** Exercise requirements **
Please work out how many lines include the word "service" in the entries, and reply with only the count.

======== Task input

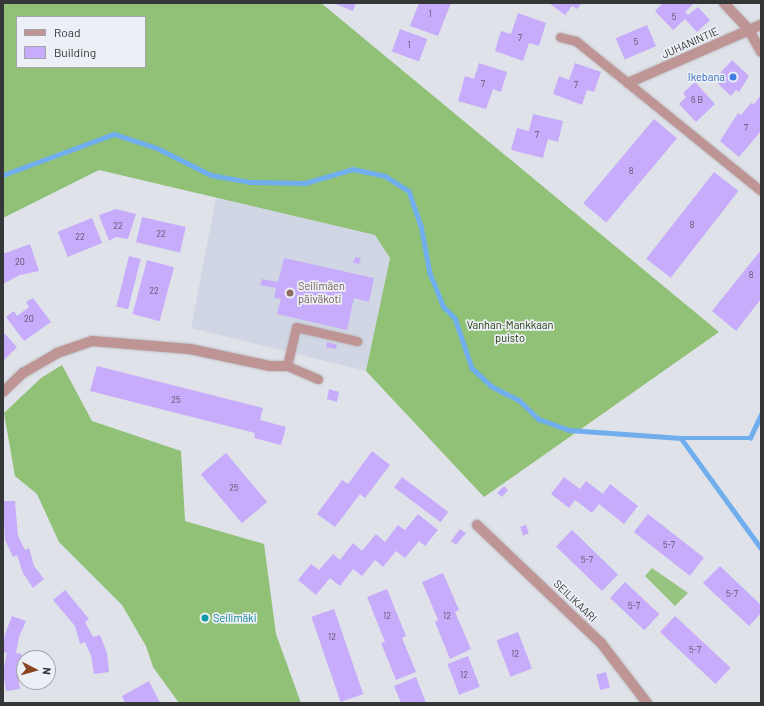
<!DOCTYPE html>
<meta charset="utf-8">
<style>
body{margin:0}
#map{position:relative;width:764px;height:706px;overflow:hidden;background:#dfe2e8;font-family:Barlow,sans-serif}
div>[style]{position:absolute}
.built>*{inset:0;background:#d0d6e3}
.green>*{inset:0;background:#97c480}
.forest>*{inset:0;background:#90c177}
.stream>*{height:4.5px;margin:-2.25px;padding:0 2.25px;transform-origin:2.25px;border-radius:2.25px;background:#70aeee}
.building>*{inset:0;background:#c7acfb;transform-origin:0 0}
.roads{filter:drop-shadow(0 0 1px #bdc0c5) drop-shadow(0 0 1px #bdc0c5)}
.service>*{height:9px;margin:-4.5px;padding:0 4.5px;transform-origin:4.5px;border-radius:4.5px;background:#bf9495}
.minor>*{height:10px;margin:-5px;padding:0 5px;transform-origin:5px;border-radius:5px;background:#bf9495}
.dots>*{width:11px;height:11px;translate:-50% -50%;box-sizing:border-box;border:2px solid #eceff5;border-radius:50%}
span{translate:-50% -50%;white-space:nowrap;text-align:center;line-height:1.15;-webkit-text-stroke:3.5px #eceff5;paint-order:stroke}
.number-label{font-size:9px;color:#5a5469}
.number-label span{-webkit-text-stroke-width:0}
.street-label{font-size:11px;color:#353638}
.shop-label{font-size:11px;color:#366cbe}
.right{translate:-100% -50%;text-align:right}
.education-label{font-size:11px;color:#785e54}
.left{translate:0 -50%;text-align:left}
.park-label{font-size:11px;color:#183702}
.culture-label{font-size:11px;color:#0d838f}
.frame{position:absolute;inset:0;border:4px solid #353638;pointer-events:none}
.legend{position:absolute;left:16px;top:16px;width:130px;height:52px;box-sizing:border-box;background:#eceff5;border:1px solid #a3a5a9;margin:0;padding:5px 7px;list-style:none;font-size:12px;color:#353638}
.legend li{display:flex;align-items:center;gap:8px;height:20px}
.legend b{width:20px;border:1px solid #a3a5a9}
.north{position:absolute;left:16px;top:650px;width:40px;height:40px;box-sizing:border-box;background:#eceff5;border:1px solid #a3a5a9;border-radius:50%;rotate:96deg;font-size:11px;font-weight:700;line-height:16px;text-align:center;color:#353638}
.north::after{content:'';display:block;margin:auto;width:14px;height:18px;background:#8c4521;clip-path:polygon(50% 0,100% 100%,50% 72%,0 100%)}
</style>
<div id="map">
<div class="built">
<div style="clip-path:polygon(216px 198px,375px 235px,390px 258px,366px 371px,191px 328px)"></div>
</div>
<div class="green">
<div style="clip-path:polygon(652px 568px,688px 593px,675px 606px,645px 576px)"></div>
</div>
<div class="forest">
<div style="clip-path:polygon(evenodd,3px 3px,321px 3px,719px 332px,484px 497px,366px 371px,390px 258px,375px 235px,99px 170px,3px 218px,3px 3px,17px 17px,145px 17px,145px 67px,17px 67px,17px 17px)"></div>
<div style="clip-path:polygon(62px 365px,92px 421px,181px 451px,185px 521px,264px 544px,276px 634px,301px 703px,179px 703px,153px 667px,146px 646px,122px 605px,59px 542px,37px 494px,15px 476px,4px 413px,41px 378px)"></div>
</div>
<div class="stream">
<div style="left:3px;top:175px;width:118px;rotate:-20.3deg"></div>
<div style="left:114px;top:134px;width:45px;rotate:18deg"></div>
<div style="left:157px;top:148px;width:60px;rotate:26.6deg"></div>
<div style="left:211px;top:175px;width:39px;rotate:10deg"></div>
<div style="left:249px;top:182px;width:56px;rotate:1deg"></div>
<div style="left:305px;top:183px;width:50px;rotate:-16.3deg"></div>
<div style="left:353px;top:169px;width:33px;rotate:12deg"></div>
<div style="left:385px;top:176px;width:28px;rotate:32deg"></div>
<div style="left:409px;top:191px;width:36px;rotate:71deg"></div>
<div style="left:421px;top:225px;width:49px;rotate:79.4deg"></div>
<div style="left:430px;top:273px;width:37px;rotate:68deg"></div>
<div style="left:444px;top:307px;width:16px;rotate:45deg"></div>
<div style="left:455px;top:318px;width:53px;rotate:71.2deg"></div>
<div style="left:472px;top:368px;width:26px;rotate:43deg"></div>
<div style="left:491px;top:386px;width:31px;rotate:27deg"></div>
<div style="left:519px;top:400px;width:28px;rotate:44deg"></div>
<div style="left:539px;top:419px;width:32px;rotate:20deg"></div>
<div style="left:569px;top:430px;width:112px;rotate:4.1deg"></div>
<div style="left:681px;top:438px;width:69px"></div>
<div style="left:750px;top:438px;width:26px;rotate:-65deg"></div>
<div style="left:681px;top:438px;width:136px;rotate:54deg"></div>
</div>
<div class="building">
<div style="clip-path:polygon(333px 3px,356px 3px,353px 11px)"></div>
<div style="clip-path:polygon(419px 3px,451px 3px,438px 36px,410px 26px)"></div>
<div style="clip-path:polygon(549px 3px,582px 3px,577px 9px,572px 6px,565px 15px)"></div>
<div style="clip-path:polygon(663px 3px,694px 3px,685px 12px,688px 15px,698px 7px,710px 20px,697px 32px,685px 19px,673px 30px,655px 11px)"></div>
<div style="clip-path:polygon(518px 13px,546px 23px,539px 46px,529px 43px,523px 61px,495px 51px,501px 31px,511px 34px)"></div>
<div style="left:647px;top:25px;width:23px;height:34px;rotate:67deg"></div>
<div style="left:400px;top:29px;width:29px;height:24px;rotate:20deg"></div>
<div style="clip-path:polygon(732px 60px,749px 76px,739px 92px,736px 90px,731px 96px,714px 80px)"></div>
<div style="clip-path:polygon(479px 63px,507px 72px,501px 92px,493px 89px,486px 109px,458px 101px,465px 76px,474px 79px)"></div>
<div style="clip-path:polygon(575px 63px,601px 72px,594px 92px,587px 90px,582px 105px,553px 94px,559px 76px,569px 80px)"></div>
<div style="clip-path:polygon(695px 82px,715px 104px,696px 122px,679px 104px,686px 97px,683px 93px)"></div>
<div style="clip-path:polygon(761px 95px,761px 131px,739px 157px,720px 141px,738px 113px,741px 115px,751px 103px,754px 104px)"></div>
<div style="clip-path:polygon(533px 114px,563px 121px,558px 142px,548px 139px,543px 158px,511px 150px,517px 128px,529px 131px)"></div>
<div style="left:654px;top:119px;width:30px;height:110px;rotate:40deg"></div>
<div style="left:714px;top:172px;width:31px;height:110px;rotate:38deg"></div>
<div style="clip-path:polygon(116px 209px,136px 214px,128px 239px,116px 237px,109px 241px,99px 215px)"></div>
<div style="left:142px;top:217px;width:45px;height:26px;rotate:13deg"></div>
<div style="left:92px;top:218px;width:27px;height:37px;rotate:68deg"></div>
<div style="clip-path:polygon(30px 244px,39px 271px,20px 275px,3px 284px,3px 254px)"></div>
<div style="clip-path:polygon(761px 250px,761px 299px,736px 331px,712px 311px)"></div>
<div style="left:129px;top:256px;width:12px;height:52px;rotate:14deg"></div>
<div style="clip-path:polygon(355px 257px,361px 258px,359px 264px,353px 263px)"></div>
<div style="clip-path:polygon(284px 258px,374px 278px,369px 302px,354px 298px,347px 330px,277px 314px,281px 299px,274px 298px,276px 288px,260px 285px,262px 279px,278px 282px)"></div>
<div style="left:147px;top:260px;width:28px;height:56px;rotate:15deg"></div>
<div style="clip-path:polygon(33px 298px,51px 322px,24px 341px,6px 317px,14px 311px,17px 316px,29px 307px,26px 302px)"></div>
<div style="clip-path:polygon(3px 332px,17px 347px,3px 361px)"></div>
<div style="clip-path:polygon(327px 342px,337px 345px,336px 349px,326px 347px)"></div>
<div style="clip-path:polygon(97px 366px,263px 408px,260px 420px,286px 427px,281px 445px,254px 438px,255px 433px,90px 391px)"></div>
<div style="clip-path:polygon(329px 389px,339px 392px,337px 402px,327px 399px)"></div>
<div style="clip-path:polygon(372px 451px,390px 465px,365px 498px,360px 494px,335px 527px,317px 514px,342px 480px,348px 484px)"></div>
<div style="left:226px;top:453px;width:64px;height:33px;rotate:50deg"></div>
<div style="left:402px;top:477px;width:58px;height:13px;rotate:37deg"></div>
<div style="clip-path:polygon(564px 477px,580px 489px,586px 481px,603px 494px,610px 484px,638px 506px,624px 524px,599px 504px,592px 513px,575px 500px,569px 508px,551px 494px)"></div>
<div style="clip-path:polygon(504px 486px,508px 490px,502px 497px,497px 493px)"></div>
<div style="clip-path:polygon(3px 501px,15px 501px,18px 536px,25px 550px,29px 548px,34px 566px,44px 579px,33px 588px,23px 573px,17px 555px,13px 557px,5px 540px)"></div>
<div style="clip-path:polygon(418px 514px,438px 530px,425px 546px,419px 541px,405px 558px,396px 551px,383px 567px,375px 560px,362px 576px,353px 569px,340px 586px,330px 578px,316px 595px,298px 580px,311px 564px,319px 570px,333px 554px,340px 560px,353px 543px,362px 551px,376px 534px,385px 542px,398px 525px,405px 530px)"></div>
<div style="left:648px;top:514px;width:71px;height:23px;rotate:38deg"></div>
<div style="left:526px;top:525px;width:9px;height:6px;rotate:72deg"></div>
<div style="clip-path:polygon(460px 529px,466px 533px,456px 545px,451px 541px)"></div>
<div style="left:572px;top:530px;width:64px;height:23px;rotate:44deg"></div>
<div style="clip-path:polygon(720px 566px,761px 605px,761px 613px,749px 626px,703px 583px)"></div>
<div style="clip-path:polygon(443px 573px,459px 610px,455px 612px,471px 649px,450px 659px,435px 622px,438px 620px,422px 582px)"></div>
<div style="left:625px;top:582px;width:47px;height:22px;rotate:43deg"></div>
<div style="clip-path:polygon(387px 589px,406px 636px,402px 638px,416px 672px,396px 680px,381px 643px,385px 642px,367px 597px)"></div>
<div style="clip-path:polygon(65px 590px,89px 619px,85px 622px,93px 637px,100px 635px,107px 653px,109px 672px,94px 674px,91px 656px,85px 642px,80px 644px,75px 626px,53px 600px)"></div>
<div style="left:334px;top:609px;width:90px;height:24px;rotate:71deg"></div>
<div style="clip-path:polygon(12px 616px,26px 621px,19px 637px,16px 653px,22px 654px,17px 672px,20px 689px,6px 691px,3px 672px,7px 653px,3px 652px,3px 647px,5px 634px)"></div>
<div style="left:675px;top:616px;width:76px;height:22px;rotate:43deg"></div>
<div style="left:518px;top:632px;width:39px;height:23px;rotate:69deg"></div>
<div style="left:468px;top:656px;width:33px;height:22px;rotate:69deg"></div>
<div style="left:606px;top:672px;width:16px;height:10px;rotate:76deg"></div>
<div style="clip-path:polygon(416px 677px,426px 703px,401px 703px,394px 686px)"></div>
<div style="clip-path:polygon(149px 681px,160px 703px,125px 703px,122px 696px)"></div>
</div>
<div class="roads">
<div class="service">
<div style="left:560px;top:37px;width:16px;rotate:14deg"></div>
<div style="left:576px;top:41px;width:238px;rotate:39deg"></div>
<div style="left:318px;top:379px;width:34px;rotate:-157deg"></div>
<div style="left:287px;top:366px;width:40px;rotate:-77deg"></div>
<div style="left:296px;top:327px;width:63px;rotate:12.9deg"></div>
</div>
<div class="minor">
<div style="left:724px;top:3px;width:37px;rotate:47deg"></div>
<div style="left:749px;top:30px;width:25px;rotate:61deg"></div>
<div style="left:628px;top:83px;width:145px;rotate:-23.6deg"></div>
<div style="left:3px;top:392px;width:28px;rotate:-44deg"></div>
<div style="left:23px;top:373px;width:39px;rotate:-30deg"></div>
<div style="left:57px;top:353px;width:37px;rotate:-19deg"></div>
<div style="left:92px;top:341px;width:98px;rotate:4.7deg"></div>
<div style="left:190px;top:349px;width:81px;rotate:12.1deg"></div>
<div style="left:269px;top:366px;width:18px"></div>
<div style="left:477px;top:525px;width:171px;rotate:43.6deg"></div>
<div style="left:601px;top:643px;width:76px;rotate:52.5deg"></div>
</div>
</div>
<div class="dots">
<div style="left:733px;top:77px;background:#3f7fe0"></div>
<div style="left:290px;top:293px;background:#8d6e63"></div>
<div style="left:205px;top:618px;background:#0f9aa8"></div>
</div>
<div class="number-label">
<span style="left:430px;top:14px">1</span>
<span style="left:674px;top:17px">5</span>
<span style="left:520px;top:38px">7</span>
<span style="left:636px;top:42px">5</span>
<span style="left:409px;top:45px">1</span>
<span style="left:483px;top:84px">7</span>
<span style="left:576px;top:85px">7</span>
<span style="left:697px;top:100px">6 B</span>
<span style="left:746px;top:128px">7</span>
<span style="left:537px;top:135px">7</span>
<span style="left:631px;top:171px">8</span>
<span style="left:692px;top:225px">8</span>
<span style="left:118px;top:226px">22</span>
<span style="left:161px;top:234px">22</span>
<span style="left:80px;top:237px">22</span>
<span style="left:20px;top:262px">20</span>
<span style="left:751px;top:275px">8</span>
<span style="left:154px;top:291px">22</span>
<span style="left:29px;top:319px">20</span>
<span style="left:176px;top:400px">25</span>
<span style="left:234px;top:488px">25</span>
<span style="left:669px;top:545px">5-7</span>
<span style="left:587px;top:560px">5-7</span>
<span style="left:732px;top:594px">5-7</span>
<span style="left:634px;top:606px">5-7</span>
<span style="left:387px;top:616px">12</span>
<span style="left:447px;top:616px">12</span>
<span style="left:332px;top:637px">12</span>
<span style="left:695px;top:650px">5-7</span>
<span style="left:515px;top:654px">12</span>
<span style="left:464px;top:675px">12</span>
</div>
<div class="street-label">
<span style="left:690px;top:43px;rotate:-24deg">JUHANINTIE</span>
<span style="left:575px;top:601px;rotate:44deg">SEILIKAARI</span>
</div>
<div class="shop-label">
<span class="right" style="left:725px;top:77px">Ikebana</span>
</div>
<div class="education-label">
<span class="left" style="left:298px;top:293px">Seilimäen<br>päiväkoti</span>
</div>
<div class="park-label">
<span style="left:510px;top:332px">Vanhan-Mankkaan<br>puisto</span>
</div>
<div class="culture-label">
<span class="left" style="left:213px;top:618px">Seilimäki</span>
</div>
<div class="frame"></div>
<ul class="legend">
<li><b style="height:5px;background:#bf9495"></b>Road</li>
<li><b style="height:11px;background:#c7acfb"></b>Building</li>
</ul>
<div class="north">N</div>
</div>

================

** Task result **
2